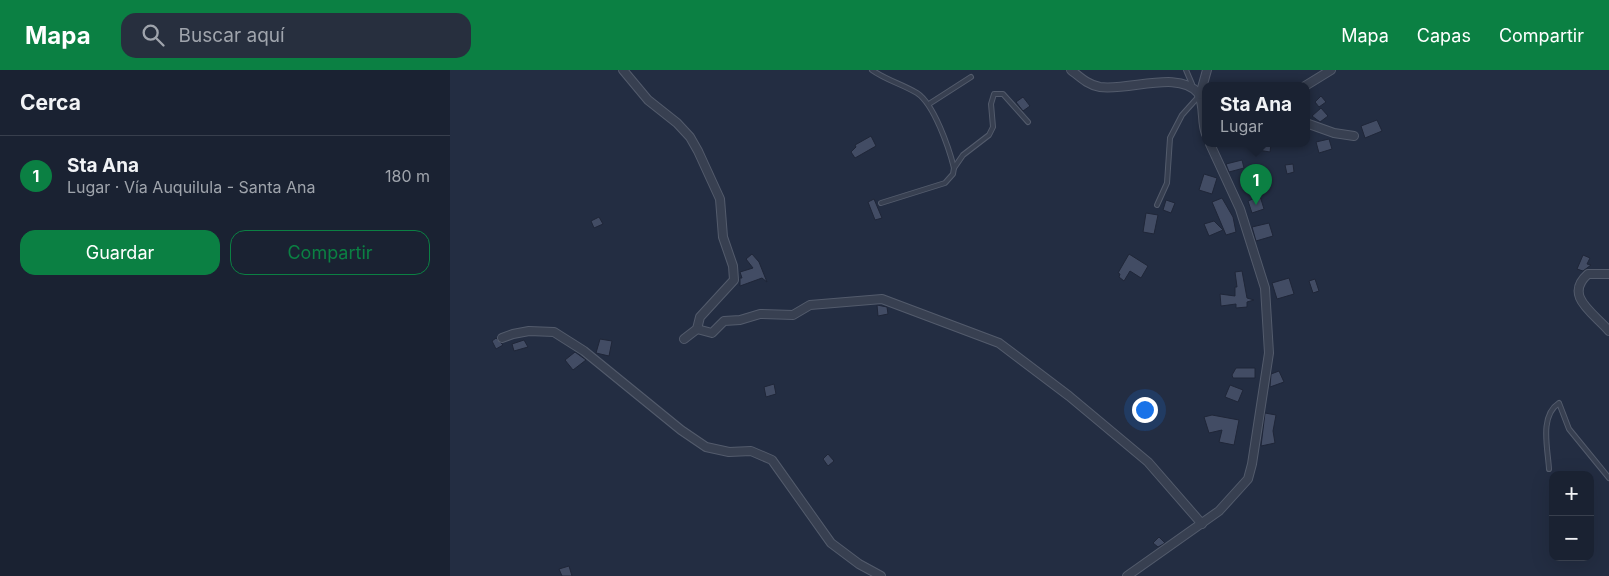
<!DOCTYPE html>
<html lang="es">
<head>
<meta charset="utf-8">
<style>
  body { margin:0; font-family:Inter,sans-serif; background:#272f3e; color:#f1f3f6 }
  .controls { position:absolute; right:15px; bottom:15px; display:grid; overflow:hidden; border-radius:10px; box-shadow:0 5px 20px #0002 }
  .controls button { width:45px; height:45px; display:grid; place-items:center; padding:0; border:0; border-bottom:1px solid #383f4d; background:#1a2232; color:#f1f3f6; font:25px sans-serif }
  .you { position:absolute; left:694px; top:339px; width:18px; height:18px; margin:-12px; border:4px solid #fff; border-radius:50%; background:#1a73e8; box-shadow:0 0 0 8px #1a73e833 }
  .badge { display:grid; place-items:center; width:32px; height:32px; border-radius:50%; background:#0b8043; color:#fff; font-size:16px; font-weight:700 }
  .pin { position:absolute; translate:-50% -41px; filter:drop-shadow(0 1px 2px #0008) }
  .pin::after { content:''; position:absolute; top:26px; width:18px; height:15px; background:inherit; clip-path:polygon(0 0,100% 0,50% 100%) }
  .popup { position:absolute; left:752px; top:12px; width:108px; height:65px; box-sizing:border-box; display:grid; place-content:center; border-radius:10px; background:#1a2232; filter:drop-shadow(0 1px 4px #0005); font-size:16px; white-space:nowrap; color:#9fa4ac }
  .popup b { font-size:19px; color:#f1f3f6 }
  .popup::after { content:''; position:absolute; left:50%; top:100%; margin-left:-10px; border:10px solid transparent; border-top-color:#1a2232 }
  .list { margin:0; padding:0; list-style:none }
  h2 { display:flex; justify-content:space-between; align-items:center; height:65px; margin:0; padding:0 20px; font-size:21px }
  h2 small { font-size:16px; font-weight:400; color:#9fa4ac }
  .list li { display:grid; grid-template-columns:32px 1fr auto; gap:15px; align-items:center; box-sizing:border-box; height:80px; padding:0 20px; border-top:1px solid #383f4d }
  .list b { display:block; font-size:19px; white-space:nowrap }
  .list p { margin:0; font-size:16px; white-space:nowrap; color:#9fa4ac }
  .list em { font-size:16px; font-style:normal; color:#9fa4ac }
  .actions { display:flex; gap:10px; padding:15px 20px }
  .actions a { flex:1; padding:11px 0; border:1px solid #0b8043; border-radius:15px; text-align:center; font-size:18px; color:#0b8043 }
  .actions .main { background:#0b8043; color:#fff }
  .icon { flex:none; width:28px; height:28px; fill:none; stroke:currentColor; stroke-width:2; stroke-linecap:round; stroke-linejoin:round }
  .map { position:relative; flex:none; width:1159px; height:506px; overflow:hidden }
  header { display:flex; align-items:center; gap:30px; box-sizing:border-box; height:70px; padding:0 25px; background:#0b8043; color:#fff }
  header strong { font-size:24px }
  nav { display:flex; gap:28px; margin-inline-start:auto; font-size:18px }
  .search { width:350px; height:45px; background:#272f3e; display:flex; align-items:center; gap:12px; box-sizing:border-box; padding:0 18px; border-radius:15px; color:#9fa4ac; font-size:19px }
  main { display:flex }
  aside { flex:1; background:#1a2232 }
  .map>svg:first-child { display:block }
  .building { fill:#424c64; stroke:#1f2638 }
  .lines { fill:none; stroke-linecap:round; stroke-linejoin:round }
  .lane-casing { stroke:#535b6c; stroke-width:6 }
  .street-casing { stroke:#535b6c; stroke-width:10 }
  .lane { stroke:#384051; stroke-width:4 }
  .street { stroke:#384051; stroke-width:8 }
</style>
</head>
<body>
<header>
<strong>Mapa</strong>
<div class="search"><svg class="icon" aria-label="search" viewBox="0 0 24 24"><circle cx="10" cy="10" r="6"/><path d="M15 15l6 6"/></svg>Buscar aquí</div>
<nav><a>Mapa</a><a>Capas</a><a>Compartir</a></nav>
</header>
<main>
<aside>
<h2>Cerca<small></small></h2>
<ul class="list">
<li><span class="badge">1</span><div><b>Sta Ana</b><p>Lugar · Vía Auquilula - Santa Ana</p></div><em>180 m</em></li>
</ul>
<div class="actions"><a class="main">Guardar</a><a>Compartir</a></div>
</aside>
<div class="map">
<svg width="1159" height="506" viewBox="0 0 1159 506">
  <rect width="100%" height="100%" fill="#232d42"/>
  <g class="building">
    <polygon points="871,26 876,32 869,37 865,32"/>
    <polygon points="573,27 580,36 573,41 566,32"/>
    <polygon points="871,38 878,46 870,52 862,46"/>
    <polygon points="927,50 932,61 915,68 911,56"/>
    <polygon points="421,66 426,76 405,88 401,82 406,77 405,75"/>
    <polygon points="879,69 882,79 869,83 866,72"/>
    <polygon points="809,74 821,74 820,82 808,80"/>
    <polygon points="792,90 794,98 779,102 776,94"/>
    <polygon points="843,94 844,102 837,104 835,95"/>
    <polygon points="754,104 767,108 762,124 749,120"/>
    <polygon points="810,126 814,139 802,143 798,131"/>
    <polygon points="772,128 783,147 786,162 776,165 762,132"/>
    <polygon points="424,129 432,148 425,150 418,132"/>
    <polygon points="716,130 725,133 721,143 713,140"/>
    <polygon points="696,143 708,145 704,164 693,162"/>
    <polygon points="149,147 153,154 144,158 141,151"/>
    <polygon points="764,151 773,160 759,166 754,154"/>
    <polygon points="819,153 823,166 806,171 802,157"/>
    <polygon points="302,184 309,192 317,212 312,208 290,216 290,208 292,208 290,202 303,198 296,189"/>
    <polygon points="679,184 698,196 691,208 680,201 674,211 669,207 670,204 668,203"/>
    <polygon points="1133,185 1140,188 1137,194 1141,195 1133,201 1127,199"/>
    <polygon points="792,201 797,228 804,230 797,232 797,237 786,238 786,234 771,236 770,224 785,226 785,217 787,217 785,202"/>
    <polygon points="839,208 844,224 827,229 822,213"/>
    <polygon points="865,209 869,221 863,223 859,211"/>
    <polygon points="427,235 437,237 438,244 428,246"/>
    <polygon points="46,268 53,275 46,279 42,271"/>
    <polygon points="150,269 162,271 159,286 146,283"/>
    <polygon points="74,270 78,277 64,281 62,274"/>
    <polygon points="125,282 136,290 123,300 115,290"/>
    <polygon points="786,298 805,298 805,308 783,308 782,305"/>
    <polygon points="829,301 834,312 820,317 821,304"/>
    <polygon points="324,314 326,324 316,327 314,317"/>
    <polygon points="780,315 793,320 788,332 775,327"/>
    <polygon points="815,343 826,345 823,361 825,373 811,376"/>
    <polygon points="762,345 789,350 784,375 769,372 772,360 759,363 754,347"/>
    <polygon points="378,384 384,391 378,396 373,389"/>
    <polygon points="709,467 715,473 708,477 703,473"/>
    <polygon points="119,496 122,506 112,506 109,499"/>
  </g>
  <g class="lines">
    <defs>
      <g id="lane">
        <path d="M422,0C436,10 452,14 467,23C484,34 499,78 504,98L503,104L495,113L431,133"/>
        <polyline points="736,0 742,14"/>
        <polyline points="479,34 521,7"/>
        <polyline points="504,98 513,85 539,65 543,57 541,34 544,24 553,24 578,52"/>
        <polyline points="707,135 717,113 720,68 732,45 749,26"/>
        <path d="M1099,399C1098,379 1089,346 1109,333L1119,359L1159,408"/>
      </g>
      <g id="street">
        <polyline points="173,0 198,30 227,53 240,67 248,81 270,129 273,167 283,196 284,210 250,247 247,259 234,269"/>
        <path d="M621,0C630,7 638,15 650,17C680,21 729,0 748,23C755,34 751,52 756,64"/>
        <polyline points="855,16 881,0"/>
        <polyline points="750,25 757,0"/>
        <polyline points="856,53 884,63 904,66"/>
        <path d="M1159,204H1138C1113,226 1144,243 1159,261"/>
        <polyline points="247,259 262,263 274,251 290,250 310,244 343,245 360,235 432,229 549,273 619,326 698,392 752,454"/>
        <polyline points="52,268 63,264 79,261 104,262 134,281 231,360 256,377 279,382 301,381 322,390 381,473 409,494 431,506"/>
        <polyline points="677,506 769,441 798,409 802,394 819,283 815,218 790,139 760,74"/>
      </g>
    </defs>
    <use href="#lane" class="lane-casing"/>
    <use href="#street" class="street-casing"/>
    <use href="#lane" class="lane"/>
    <use href="#street" class="street"/>
  </g>
</svg>
<div class="controls">
<button>+</button>
<button>−</button>
</div>
<div class="you"></div>
<div class="pin badge" style="left:806px;top:135px">1</div>
<div class="popup"><b>Sta Ana</b>Lugar</div>
</div>
</main>
</body>
</html>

What is needed: Look for the string "list" in the entries above. Copy every line that has it.

Written solution:
  .list { margin:0; padding:0; list-style:none }
  .list li { display:grid; grid-template-columns:32px 1fr auto; gap:15px; align-items:center; box-sizing:border-box; height:80px; padding:0 20px; border-top:1px solid #383f4d }
  .list b { display:block; font-size:19px; white-space:nowrap }
  .list p { margin:0; font-size:16px; white-space:nowrap; color:#9fa4ac }
  .list em { font-size:16px; font-style:normal; color:#9fa4ac }
<ul class="list">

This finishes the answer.